• _TASK PROMPT_: Each record below should be repeated precisely as written.

• _DATA_:
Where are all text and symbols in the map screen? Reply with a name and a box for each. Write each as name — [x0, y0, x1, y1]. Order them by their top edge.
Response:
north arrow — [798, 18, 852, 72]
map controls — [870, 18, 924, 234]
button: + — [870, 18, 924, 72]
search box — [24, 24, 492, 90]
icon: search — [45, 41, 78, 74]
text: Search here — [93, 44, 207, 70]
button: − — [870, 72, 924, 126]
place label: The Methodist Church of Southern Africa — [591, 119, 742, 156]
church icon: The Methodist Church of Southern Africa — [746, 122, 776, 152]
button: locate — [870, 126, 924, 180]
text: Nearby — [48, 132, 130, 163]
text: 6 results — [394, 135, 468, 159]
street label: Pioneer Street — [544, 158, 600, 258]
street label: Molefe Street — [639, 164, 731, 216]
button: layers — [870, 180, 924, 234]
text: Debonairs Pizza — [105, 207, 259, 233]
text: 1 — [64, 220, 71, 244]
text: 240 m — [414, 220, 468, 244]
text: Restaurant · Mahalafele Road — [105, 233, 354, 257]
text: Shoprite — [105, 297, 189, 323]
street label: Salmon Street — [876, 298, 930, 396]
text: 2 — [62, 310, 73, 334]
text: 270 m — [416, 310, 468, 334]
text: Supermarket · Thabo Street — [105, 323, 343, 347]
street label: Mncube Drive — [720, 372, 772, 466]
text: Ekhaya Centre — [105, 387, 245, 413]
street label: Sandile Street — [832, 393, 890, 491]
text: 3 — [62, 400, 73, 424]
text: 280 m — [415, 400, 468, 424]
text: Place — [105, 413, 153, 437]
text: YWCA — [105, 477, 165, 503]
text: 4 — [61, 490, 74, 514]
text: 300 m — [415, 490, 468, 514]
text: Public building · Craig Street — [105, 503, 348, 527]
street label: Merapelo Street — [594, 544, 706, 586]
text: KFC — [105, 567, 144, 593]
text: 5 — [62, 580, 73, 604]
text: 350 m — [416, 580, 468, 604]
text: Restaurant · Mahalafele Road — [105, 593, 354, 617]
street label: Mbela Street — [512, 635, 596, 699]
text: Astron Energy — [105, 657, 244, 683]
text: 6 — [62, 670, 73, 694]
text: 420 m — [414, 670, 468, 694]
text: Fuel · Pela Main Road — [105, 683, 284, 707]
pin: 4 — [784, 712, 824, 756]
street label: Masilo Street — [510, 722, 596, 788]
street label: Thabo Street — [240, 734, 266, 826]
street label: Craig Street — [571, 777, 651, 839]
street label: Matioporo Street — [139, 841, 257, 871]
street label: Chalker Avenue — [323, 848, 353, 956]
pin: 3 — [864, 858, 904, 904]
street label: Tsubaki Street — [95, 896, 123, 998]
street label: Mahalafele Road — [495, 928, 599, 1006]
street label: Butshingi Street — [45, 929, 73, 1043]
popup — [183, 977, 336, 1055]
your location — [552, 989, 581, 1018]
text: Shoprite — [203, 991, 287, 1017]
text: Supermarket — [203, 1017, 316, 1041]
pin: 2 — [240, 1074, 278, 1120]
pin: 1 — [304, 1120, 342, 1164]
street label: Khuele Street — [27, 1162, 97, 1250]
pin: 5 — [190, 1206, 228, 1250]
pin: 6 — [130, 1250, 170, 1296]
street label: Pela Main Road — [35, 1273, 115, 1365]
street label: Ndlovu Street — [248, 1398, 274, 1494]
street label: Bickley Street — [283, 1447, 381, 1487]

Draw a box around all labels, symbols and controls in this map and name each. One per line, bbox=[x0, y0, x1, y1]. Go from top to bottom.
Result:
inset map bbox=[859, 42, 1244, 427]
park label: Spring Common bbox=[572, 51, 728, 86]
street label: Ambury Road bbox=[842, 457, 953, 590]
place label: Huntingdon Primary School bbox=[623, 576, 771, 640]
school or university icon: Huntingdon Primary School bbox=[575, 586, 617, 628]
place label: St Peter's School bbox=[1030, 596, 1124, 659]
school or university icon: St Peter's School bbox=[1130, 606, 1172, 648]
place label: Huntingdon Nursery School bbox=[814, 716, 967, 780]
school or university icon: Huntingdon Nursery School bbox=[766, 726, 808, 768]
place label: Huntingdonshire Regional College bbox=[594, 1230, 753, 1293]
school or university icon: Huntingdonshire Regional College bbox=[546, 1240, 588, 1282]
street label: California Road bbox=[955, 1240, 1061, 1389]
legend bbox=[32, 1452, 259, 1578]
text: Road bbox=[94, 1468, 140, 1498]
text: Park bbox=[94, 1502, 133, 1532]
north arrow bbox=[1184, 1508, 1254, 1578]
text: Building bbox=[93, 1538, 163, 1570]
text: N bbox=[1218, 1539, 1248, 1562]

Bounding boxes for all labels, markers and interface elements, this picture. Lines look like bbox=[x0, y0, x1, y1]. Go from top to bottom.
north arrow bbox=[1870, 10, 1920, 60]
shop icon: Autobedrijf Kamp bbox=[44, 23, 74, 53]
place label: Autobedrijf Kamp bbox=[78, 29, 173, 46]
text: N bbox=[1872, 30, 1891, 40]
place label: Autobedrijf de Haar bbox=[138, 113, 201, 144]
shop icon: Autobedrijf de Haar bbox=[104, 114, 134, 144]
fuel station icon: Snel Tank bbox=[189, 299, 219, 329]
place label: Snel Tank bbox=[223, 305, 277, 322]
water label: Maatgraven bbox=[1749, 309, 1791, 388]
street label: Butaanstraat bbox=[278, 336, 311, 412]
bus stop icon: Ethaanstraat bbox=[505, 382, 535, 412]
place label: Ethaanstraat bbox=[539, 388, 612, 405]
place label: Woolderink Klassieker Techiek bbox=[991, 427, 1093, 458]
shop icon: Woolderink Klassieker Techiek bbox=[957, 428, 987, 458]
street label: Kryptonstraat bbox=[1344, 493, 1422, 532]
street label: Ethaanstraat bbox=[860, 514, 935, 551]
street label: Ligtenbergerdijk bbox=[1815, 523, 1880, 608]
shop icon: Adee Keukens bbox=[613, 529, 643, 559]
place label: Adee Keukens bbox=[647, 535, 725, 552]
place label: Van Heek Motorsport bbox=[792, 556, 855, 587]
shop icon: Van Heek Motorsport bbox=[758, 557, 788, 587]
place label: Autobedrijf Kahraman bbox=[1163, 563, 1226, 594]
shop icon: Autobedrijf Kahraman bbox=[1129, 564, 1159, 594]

• _EXERCISE RESPONSE_:
Where are all text and symbols in the map screen? Reply with a name and a box for each. Write each as name — [x0, y0, x1, y1]. Order them by their top edge.
Response:
north arrow — [798, 18, 852, 72]
map controls — [870, 18, 924, 234]
button: + — [870, 18, 924, 72]
search box — [24, 24, 492, 90]
icon: search — [45, 41, 78, 74]
text: Search here — [93, 44, 207, 70]
button: − — [870, 72, 924, 126]
place label: The Methodist Church of Southern Africa — [591, 119, 742, 156]
church icon: The Methodist Church of Southern Africa — [746, 122, 776, 152]
button: locate — [870, 126, 924, 180]
text: Nearby — [48, 132, 130, 163]
text: 6 results — [394, 135, 468, 159]
street label: Pioneer Street — [544, 158, 600, 258]
street label: Molefe Street — [639, 164, 731, 216]
button: layers — [870, 180, 924, 234]
text: Debonairs Pizza — [105, 207, 259, 233]
text: 1 — [64, 220, 71, 244]
text: 240 m — [414, 220, 468, 244]
text: Restaurant · Mahalafele Road — [105, 233, 354, 257]
text: Shoprite — [105, 297, 189, 323]
street label: Salmon Street — [876, 298, 930, 396]
text: 2 — [62, 310, 73, 334]
text: 270 m — [416, 310, 468, 334]
text: Supermarket · Thabo Street — [105, 323, 343, 347]
street label: Mncube Drive — [720, 372, 772, 466]
text: Ekhaya Centre — [105, 387, 245, 413]
street label: Sandile Street — [832, 393, 890, 491]
text: 3 — [62, 400, 73, 424]
text: 280 m — [415, 400, 468, 424]
text: Place — [105, 413, 153, 437]
text: YWCA — [105, 477, 165, 503]
text: 4 — [61, 490, 74, 514]
text: 300 m — [415, 490, 468, 514]
text: Public building · Craig Street — [105, 503, 348, 527]
street label: Merapelo Street — [594, 544, 706, 586]
text: KFC — [105, 567, 144, 593]
text: 5 — [62, 580, 73, 604]
text: 350 m — [416, 580, 468, 604]
text: Restaurant · Mahalafele Road — [105, 593, 354, 617]
street label: Mbela Street — [512, 635, 596, 699]
text: Astron Energy — [105, 657, 244, 683]
text: 6 — [62, 670, 73, 694]
text: 420 m — [414, 670, 468, 694]
text: Fuel · Pela Main Road — [105, 683, 284, 707]
pin: 4 — [784, 712, 824, 756]
street label: Masilo Street — [510, 722, 596, 788]
street label: Thabo Street — [240, 734, 266, 826]
street label: Craig Street — [571, 777, 651, 839]
street label: Matioporo Street — [139, 841, 257, 871]
street label: Chalker Avenue — [323, 848, 353, 956]
pin: 3 — [864, 858, 904, 904]
street label: Tsubaki Street — [95, 896, 123, 998]
street label: Mahalafele Road — [495, 928, 599, 1006]
street label: Butshingi Street — [45, 929, 73, 1043]
popup — [183, 977, 336, 1055]
your location — [552, 989, 581, 1018]
text: Shoprite — [203, 991, 287, 1017]
text: Supermarket — [203, 1017, 316, 1041]
pin: 2 — [240, 1074, 278, 1120]
pin: 1 — [304, 1120, 342, 1164]
street label: Khuele Street — [27, 1162, 97, 1250]
pin: 5 — [190, 1206, 228, 1250]
pin: 6 — [130, 1250, 170, 1296]
street label: Pela Main Road — [35, 1273, 115, 1365]
street label: Ndlovu Street — [248, 1398, 274, 1494]
street label: Bickley Street — [283, 1447, 381, 1487]

Draw a box around all labels, symbols and controls in this map and name each. One per line, bbox=[x0, y0, x1, y1]. Go from top to bottom.
Result:
inset map bbox=[859, 42, 1244, 427]
park label: Spring Common bbox=[572, 51, 728, 86]
street label: Ambury Road bbox=[842, 457, 953, 590]
place label: Huntingdon Primary School bbox=[623, 576, 771, 640]
school or university icon: Huntingdon Primary School bbox=[575, 586, 617, 628]
place label: St Peter's School bbox=[1030, 596, 1124, 659]
school or university icon: St Peter's School bbox=[1130, 606, 1172, 648]
place label: Huntingdon Nursery School bbox=[814, 716, 967, 780]
school or university icon: Huntingdon Nursery School bbox=[766, 726, 808, 768]
place label: Huntingdonshire Regional College bbox=[594, 1230, 753, 1293]
school or university icon: Huntingdonshire Regional College bbox=[546, 1240, 588, 1282]
street label: California Road bbox=[955, 1240, 1061, 1389]
legend bbox=[32, 1452, 259, 1578]
text: Road bbox=[94, 1468, 140, 1498]
text: Park bbox=[94, 1502, 133, 1532]
north arrow bbox=[1184, 1508, 1254, 1578]
text: Building bbox=[93, 1538, 163, 1570]
text: N bbox=[1218, 1539, 1248, 1562]

Bounding boxes for all labels, markers and interface elements, this picture. Lines look like bbox=[x0, y0, x1, y1]. Go from top to bottom.
north arrow bbox=[1870, 10, 1920, 60]
shop icon: Autobedrijf Kamp bbox=[44, 23, 74, 53]
place label: Autobedrijf Kamp bbox=[78, 29, 173, 46]
text: N bbox=[1872, 30, 1891, 40]
place label: Autobedrijf de Haar bbox=[138, 113, 201, 144]
shop icon: Autobedrijf de Haar bbox=[104, 114, 134, 144]
fuel station icon: Snel Tank bbox=[189, 299, 219, 329]
place label: Snel Tank bbox=[223, 305, 277, 322]
water label: Maatgraven bbox=[1749, 309, 1791, 388]
street label: Butaanstraat bbox=[278, 336, 311, 412]
bus stop icon: Ethaanstraat bbox=[505, 382, 535, 412]
place label: Ethaanstraat bbox=[539, 388, 612, 405]
place label: Woolderink Klassieker Techiek bbox=[991, 427, 1093, 458]
shop icon: Woolderink Klassieker Techiek bbox=[957, 428, 987, 458]
street label: Kryptonstraat bbox=[1344, 493, 1422, 532]
street label: Ethaanstraat bbox=[860, 514, 935, 551]
street label: Ligtenbergerdijk bbox=[1815, 523, 1880, 608]
shop icon: Adee Keukens bbox=[613, 529, 643, 559]
place label: Adee Keukens bbox=[647, 535, 725, 552]
place label: Van Heek Motorsport bbox=[792, 556, 855, 587]
shop icon: Van Heek Motorsport bbox=[758, 557, 788, 587]
place label: Autobedrijf Kahraman bbox=[1163, 563, 1226, 594]
shop icon: Autobedrijf Kahraman bbox=[1129, 564, 1159, 594]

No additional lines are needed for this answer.